A hybrid 3D-printed and electrospun bilayer pharmaceutical membrane based on polycaprolactone/chitosan/polyvinyl alcohol for wound healing applications

Abstract

Skin injuries resulting from physical trauma pose significant health risks, necessitating advanced wound care solutions. This investigation introduces an innovative bilayer wound dressing composed of 3D-printed propolis-coated polycaprolactone (PCL/PP) and an electrospun composite of polyvinyl alcohol, chitosan, polycaprolactone, and diltiazem (PVA/CTS/PCL/DTZ). SEM analysis revealed a bilayer structure with 89.23 ± 51.47 % porosity and uniformly distributed nanofibers. The scaffold tensile strength, with pore sizes of 100, 300, and 500 μm, was comparable to native skin. However, smaller pore sizes reduced water vapor transmission from 4211.59 ± 168.53 to 2358.49 ± 203.63 g/m2. The incorporation of DTZ lowered the contact angle to 35.23 ± 3.65°, while the addition of PCL reduced the degradation rate and modulated the release of DTZ by approximately 50 %. Moreover, lower pH increased the degradation rate and decreased swelling.
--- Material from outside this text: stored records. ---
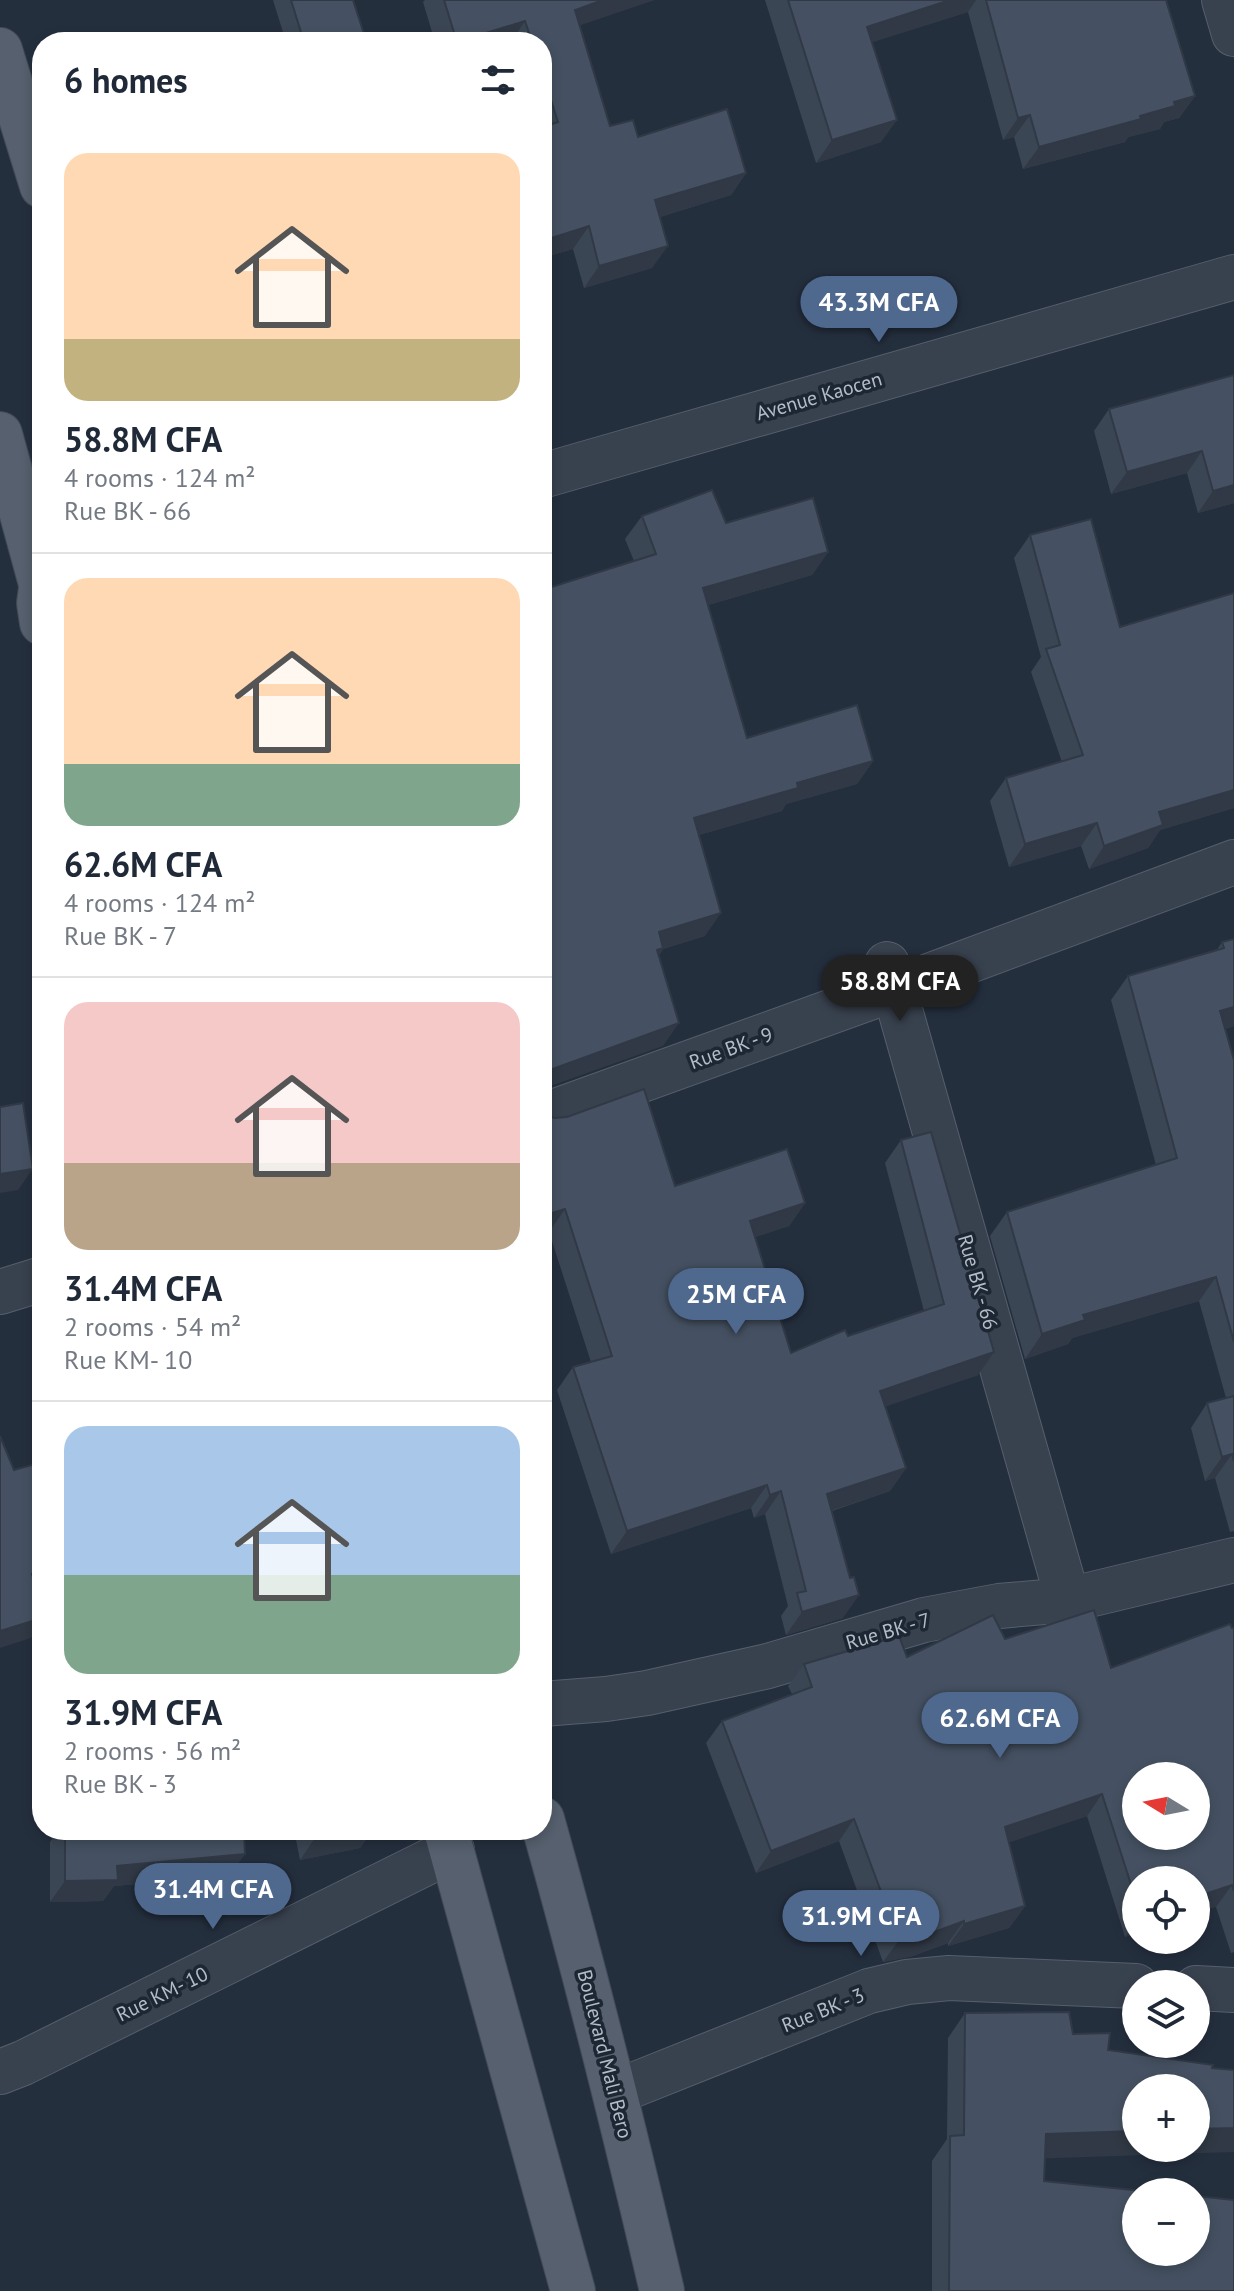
<!DOCTYPE html>
<meta charset="utf-8">
<style>
:root{--surface:#fff;--page:#f6f6f7;--text:#1f2937;--muted:#747a83;--line:#e0e1e3;--accent:#4f688e}
body{margin:0;font-family:"PT Sans",sans-serif;background:var(--page);color:var(--text);height:100vh;display:flex;flex-direction:column;font-size:30px;white-space:nowrap}
*{box-sizing:border-box;margin:0}
p{font-size:26px;color:var(--muted)}
.icon{flex:none;width:44px;height:44px;fill:none;stroke:currentColor;stroke-width:2;stroke-linecap:round;stroke-linejoin:round}
.map{position:relative;flex:1;overflow:hidden}
.details{position:absolute;left:32px;top:32px;width:520px;height:1808px;display:flex;flex-direction:column;background:var(--surface);border-radius:32px;box-shadow:0 4px 12px #0003}
.details>*{flex:none}
.needle{width:52px;rotate:280deg}
.buttons{position:absolute;left:1122px;top:1762px;display:grid;gap:16px}
.buttons a{display:grid;place-items:center;width:88px;height:88px;border-radius:50%;background:var(--surface);box-shadow:0 4px 12px #0003;font-size:40px}
.price{position:absolute;translate:-50% -68px;padding:0 18px;border-radius:28px;background:var(--accent);color:#fff;font-size:26px;line-height:52px;filter:drop-shadow(0 2px 4px #0008)}
.price::after{content:'';position:absolute;left:50%;top:48px;width:24px;height:18px;margin-left:-12px;background:inherit;clip-path:polygon(0 0,100% 0,50% 100%)}
.price.selected{background:#222;color:#fff}
ul{padding:0;list-style:none}
li{display:grid;align-content:center;gap:16px;height:424px;padding:0 32px}
li+li{border-top:2px solid var(--line)}
li span{display:grid;place-items:center;height:248px;border-radius:24px;color:#555}
li>.icon{margin-inline-start:auto}
span .icon{width:144px;height:144px;fill:#fffc;stroke-width:1}
li b{font-size:34px}
h2{display:flex;justify-content:space-between;align-items:center;height:96px;padding:0 32px;font-size:34px}
.map>svg:first-child{display:block}
.lines{fill:none;stroke-linecap:round;stroke-linejoin:round}
.minor-casing{stroke:#565f6c;stroke-width:46}
.major-casing{stroke:#414a57;stroke-width:46}
.minor{stroke:#38414e;stroke-width:44}
.major{stroke:#56606e;stroke-width:44}
.wall{fill:#3b4654}
.shaded-wall{fill:#303945}
.building{fill:#455162;stroke:#303945;stroke-width:2;fill-rule:evenodd}
.labels{text-anchor:middle;stroke-width:7;stroke-linejoin:round;paint-order:stroke}
.street-label{font-size:20px;fill:#b4bcc9;stroke:#1d2633}
</style>
<div class="map">
<svg width="1234" height="2291" viewBox="0 0 1234 2291">
<rect width="100%" height="100%" fill="#242f3e"/>
<g class="lines">
<defs>
<g id="minor">
<path d="M1224,0L1234,34"/>
<path d="M542,476L1234,277"/>
<path d="M887,964L1068,1600"/>
<path d="M542,1116L894,989L1234,862"/>
<path d="M0,1292L42,1279"/>
<path d="M542,1704L606,1699L647,1693L768,1666L924,1620L999,1606L1068,1600L1234,1560"/>
<path d="M1196,1988L1234,1990"/>
<path d="M0,2072L23,2063L452,1850"/>
<path d="M616,2092L869,1991L907,1982L949,1978L1136,1986"/>
</g>
<g id="major">
<path d="M0,50L42,186"/>
<path d="M0,434L41,584"/>
<path d="M42,581L39,603L42,623"/>
<path d="M542,1819C586,1975 625,2132 662,2291"/>
<path d="M446,1830L573,2291"/>
</g>
</defs>
<use href="#minor" class="minor-casing"/>
<use href="#major" class="major-casing"/>
<use href="#minor" class="minor"/>
<use href="#major" class="major"/>
</g>
<g class="wall">
<path d="M273,0H353L364,34L358,42H286Z"/>
<path d="M425,0H654L580,25L610,126L746,173L731,195L660,217L652,268L584,288L573,249L542,258V42H435L423,2Z"/>
<path d="M765,0H1166L1195,96L1179,118L1164,122L1160,129L1128,137L1125,142L1023,169L1014,137L1003,140L968,12L872,42L881,142L816,163Z"/>
<path d="M1234,375V503L1198,513L1187,473L1111,494L1094,431L1109,409Z"/>
<path d="M642,516L726,523L828,552L812,575L708,605L747,738L873,761L857,784L786,804L782,811L699,835L705,936L663,949L659,955L663,1046L634,561L625,539Z"/>
<path d="M1030,535L1120,627L1234,593V808L1160,830L1148,848L1089,869L1081,846L1009,867L990,801L1006,778L1062,762L1031,672L1041,657L1014,558Z"/>
<path d="M1234,939V1026L1225,1029L1234,1060V1531L1230,1532L1215,1478L1205,1481L1191,1428L1207,1403L1226,1398L1199,1301L1072,1338L1068,1344L1025,1359L990,1236L1007,1212L1156,1165L1111,1000L1128,976L1217,950L1222,942Z"/>
<path d="M542,1112L675,1186L805,1203L789,1226L755,1237L791,1353L848,1336L924,1311L885,1163L901,1140L978,1375L885,1406L906,1468L890,1491L832,1511L843,1618L786,1635L781,1616L788,1606L765,1514L754,1518L751,1508L611,1554L557,1390L573,1367L591,1362L549,1232L542,1234Z"/>
<path d="M1234,1628V1952L1231,1953L1216,1907L1136,1880V1933L1125,1937L1087,1816L1009,1842L1025,1906L1009,1928L948,1946V1943L913,1956L883,1962L839,1841L756,1873L706,1743L722,1721L792,1694L788,1686L804,1664L907,1657L1005,1639L1111,1668Z"/>
<path d="M58,1830H244L230,1876L114,1886L103,1901L50,1902V1842Z"/>
<path d="M294,1830H373L360,1848L300,1860Z"/>
<path d="M965,2013L1045,2158L1044,2181L1234,2291H932V2161L947,2139L948,2038Z"/>
</g>
<g class="shaded-wall">
<path d="M603,0H654L560,32L575,10Z"/>
<path d="M950,0H976L968,12L851,49L867,27Z"/>
<path d="M525,21L511,42H458Z"/>
<path d="M364,34L358,42H340Z"/>
<path d="M1195,96L1179,118L1164,122L1160,129L1128,137L1125,142L1023,169L1039,147L1140,116L1174,102Z"/>
<path d="M1030,115L1014,137L1003,140L1018,118Z"/>
<path d="M897,120L881,142L816,163L832,140Z"/>
<path d="M746,173L731,195L640,223L655,200Z"/>
<path d="M589,226L573,249L542,258V241Z"/>
<path d="M668,246L652,268L584,288L599,266Z"/>
<path d="M1202,451L1187,473L1111,494L1127,472Z"/>
<path d="M1234,485V503L1198,513L1213,491Z"/>
<path d="M828,552L812,575L687,611L703,588Z"/>
<path d="M873,761L857,784L786,804L782,811L678,841L694,818L797,783Z"/>
<path d="M1234,790V808L1160,830L1148,848L1089,869L1104,846L1159,812Z"/>
<path d="M1097,823L1081,846L1009,867L1025,844Z"/>
<path d="M721,913L705,936L663,949L647,971L659,932Z"/>
<path d="M1234,1007V1026L1203,1035L1220,1011Z"/>
<path d="M679,1023L663,1046L542,1089V1075L550,1070Z"/>
<path d="M33,1169L18,1190L0,1193V1174Z"/>
<path d="M805,1203L789,1226L734,1244L750,1221Z"/>
<path d="M565,1209L549,1232L542,1234V1216Z"/>
<path d="M1216,1277L1199,1301L1072,1338L1068,1344L1025,1359L1042,1334L1083,1315Z"/>
<path d="M994,1352L978,1375L864,1414L880,1391Z"/>
<path d="M1232,1454L1215,1478L1205,1481L1222,1457Z"/>
<path d="M906,1468L890,1491L811,1517L827,1494Z"/>
<path d="M767,1485L751,1508L611,1554L627,1531Z"/>
<path d="M781,1491L765,1514L754,1518L770,1495Z"/>
<path d="M42,1571V1588L18,1595L32,1574Z"/>
<path d="M859,1595L843,1618L786,1635L802,1612Z"/>
<path d="M42,1618V1622L31,1638L0,1648V1631Z"/>
<path d="M1102,1794L1087,1816L990,1849L1005,1827Z"/>
<path d="M854,1819L839,1841L756,1873L771,1851Z"/>
<path d="M345,1830H373L360,1848L300,1860L317,1835Z"/>
<path d="M245,1854L230,1876L114,1886L103,1901L50,1902L65,1881L117,1866Z"/>
<path d="M1232,1885L1216,1907L1196,1913V1897Z"/>
<path d="M1025,1906L1009,1928L948,1946L964,1924Z"/>
<path d="M964,1921L948,1943L913,1956L883,1962L899,1940Z"/>
<path d="M1136,1922V1933L1125,1937Z"/>
<path d="M1234,2128V2152L1028,2159L1046,2134L1136,2131V2148H1196V2129Z"/>
</g>
<g class="building">
<path d="M291,0H353L364,34L340,42H304Z"/>
<path d="M444,0H603L575,10L610,126L633,120L638,137L727,109L746,173L655,200L668,246L599,266L589,226L542,241V127L558,122L542,72V42H532L525,21L457,42Z"/>
<path d="M788,0H950L867,27L897,120L832,140Z"/>
<path d="M986,0H1166L1195,96L1174,102L1175,106L1140,116L1141,119L1039,147L1030,115L1018,118Z"/>
<path d="M1234,375V485L1213,491L1202,451L1127,472L1109,409Z"/>
<path d="M712,490L726,523L813,498L828,552L703,588L747,738L857,705L873,761L797,783L798,788L694,818L721,913L659,932L663,948L657,950L679,1023L550,1070L542,1075V590L656,554L642,516Z"/>
<path d="M1091,519L1120,627L1234,593V790L1159,812L1163,825L1104,846L1097,823L1025,844L1006,778L1083,755L1046,649L1060,645L1030,535Z"/>
<path d="M1234,939V1007L1220,1011L1234,1060V1342L1216,1277L1083,1315L1085,1320L1042,1334L1007,1212L1177,1158L1128,976L1224,948L1222,942Z"/>
<path d="M644,1089L675,1186L787,1149L805,1203L750,1221L791,1353L845,1330L848,1336L944,1304L901,1140L931,1132L994,1352L880,1391L906,1468L827,1494L850,1578L854,1577L859,1595L802,1612L797,1593L806,1591L781,1491L770,1495L767,1485L627,1531L573,1367L612,1356L565,1209L542,1216V1170L550,1167L542,1140V1112L554,1118L567,1117Z"/>
<path d="M23,1103L33,1169L0,1174V1107Z"/>
<path d="M1234,1396V1461L1232,1454L1222,1457L1207,1403Z"/>
<path d="M0,1436L14,1470L42,1462V1571L32,1574L42,1606V1618L0,1631Z"/>
<path d="M1094,1610L1111,1668L1230,1624L1232,1628H1234V1891L1232,1885L1196,1897V1880H1136V1900L1102,1794L1005,1827L1025,1906L964,1924V1921L929,1934L899,1940L854,1819L771,1851L722,1721L812,1687L804,1664L899,1636L907,1657L993,1615L1005,1639ZM1136,1776H1196V1836H1136Z"/>
<path d="M65,1830H244L245,1854L117,1866L118,1880L65,1881Z"/>
<path d="M316,1830H345L317,1835Z"/>
<path d="M1069,2012L1073,2034L1110,2033L1108,2050L1213,2065L1212,2068L1234,2070V2128L1196,2129V2088H1136V2131L1046,2134L1044,2181L1153,2192H1136V2252H1196V2196L1234,2200V2291H949L950,2136L964,2135L965,2013Z"/>
</g>
<g class="labels">
<g class="street-label">
<text transform="translate(819 396) rotate(-16)" y="7">Avenue Kaocen</text>
<text transform="translate(731 1048) rotate(-20)" y="7">Rue BK - 9</text>
<text transform="translate(978 1282) rotate(74)" y="7">Rue BK - 66</text>
<text transform="translate(888 1631) rotate(-16)" y="7">Rue BK - 7</text>
<text transform="translate(162 1994) rotate(-26)" y="7">Rue KM- 10</text>
<text transform="translate(823 2010) rotate(-22)" y="7">Rue BK - 3</text>
<text transform="translate(605 2054) rotate(76)" y="7">Boulevard Mali Bero</text>
</g>
</g>
</svg>
<div class="buttons">
<a><svg class="needle" viewBox="-14 -14 28 28"><path d="M0-13l5 13h-10z" fill="#e53935"/><path d="M0 13l5-13h-10z" fill="#747a83"/></svg></a>
<a><svg class="icon" aria-label="locate" viewBox="0 0 24 24"><circle cx="12" cy="12" r="6"/><path d="M12 2v4M12 18v4M2 12h4M18 12h4"/></svg></a>
<a><svg class="icon" aria-label="layers" viewBox="0 0 24 24"><path d="M12 4l9 5-9 5-9-5zM3 14l9 5 9-5"/></svg></a>
<a>+</a>
<a>−</a>
</div>
<b class="price" style="left:879px;top:344px">43.3M CFA</b>
<b class="price selected" style="left:900px;top:1023px">58.8M CFA</b>
<b class="price" style="left:736px;top:1336px">25M CFA</b>
<b class="price" style="left:1000px;top:1760px">62.6M CFA</b>
<b class="price" style="left:213px;top:1931px">31.4M CFA</b>
<b class="price" style="left:861px;top:1958px">31.9M CFA</b>
<section class="details">
<h2>6 homes<svg class="icon" aria-label="filters" viewBox="0 0 24 24"><path d="M4 7h16M4 17h16"/><circle cx="9" cy="7" r="2"/><circle cx="15" cy="17" r="2"/></svg></h2>
<ul>
<li><span style="background:linear-gradient(#ffd9b3 75%,#c2b280 0)"><svg class="icon" aria-label="home" viewBox="0 0 24 24"><path d="M3 11l9-7 9 7M6 9v11h12V9"/></svg></span><div><b>58.8M CFA</b><p>4 rooms · 124 m²</p><p>Rue BK - 66</p></div></li>
<li><span style="background:linear-gradient(#ffd9b3 75%,#7fa58c 0)"><svg class="icon" aria-label="home" viewBox="0 0 24 24"><path d="M3 11l9-7 9 7M6 9v11h12V9"/></svg></span><div><b>62.6M CFA</b><p>4 rooms · 124 m²</p><p>Rue BK - 7</p></div></li>
<li><span style="background:linear-gradient(#f6c9c9 65%,#b9a48a 0)"><svg class="icon" aria-label="home" viewBox="0 0 24 24"><path d="M3 11l9-7 9 7M6 9v11h12V9"/></svg></span><div><b>31.4M CFA</b><p>2 rooms · 54 m²</p><p>Rue KM- 10</p></div></li>
<li><span style="background:linear-gradient(#a9c7e8 60%,#7fa58c 0)"><svg class="icon" aria-label="home" viewBox="0 0 24 24"><path d="M3 11l9-7 9 7M6 9v11h12V9"/></svg></span><div><b>31.9M CFA</b><p>2 rooms · 56 m²</p><p>Rue BK - 3</p></div></li>
</ul>
</section>
</div>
The inclusion of propolis enhanced antibacterial activity, and 10 % DTZ promoted the viability, proliferation, and migration of fibroblasts and adipose-derived stem cells. However, increasing DTZ concentration to 12 % reduced cell viability. In vivo tests on rats demonstrated effective wound healing and anti-inflammatory properties of the bilayer samples. Regarding the aforementioned results, the PCL/PP-PVA/CTS/PCL/DTZ (10 % w/w) bilayer wound dressing is a promising candidate for wound healing applications.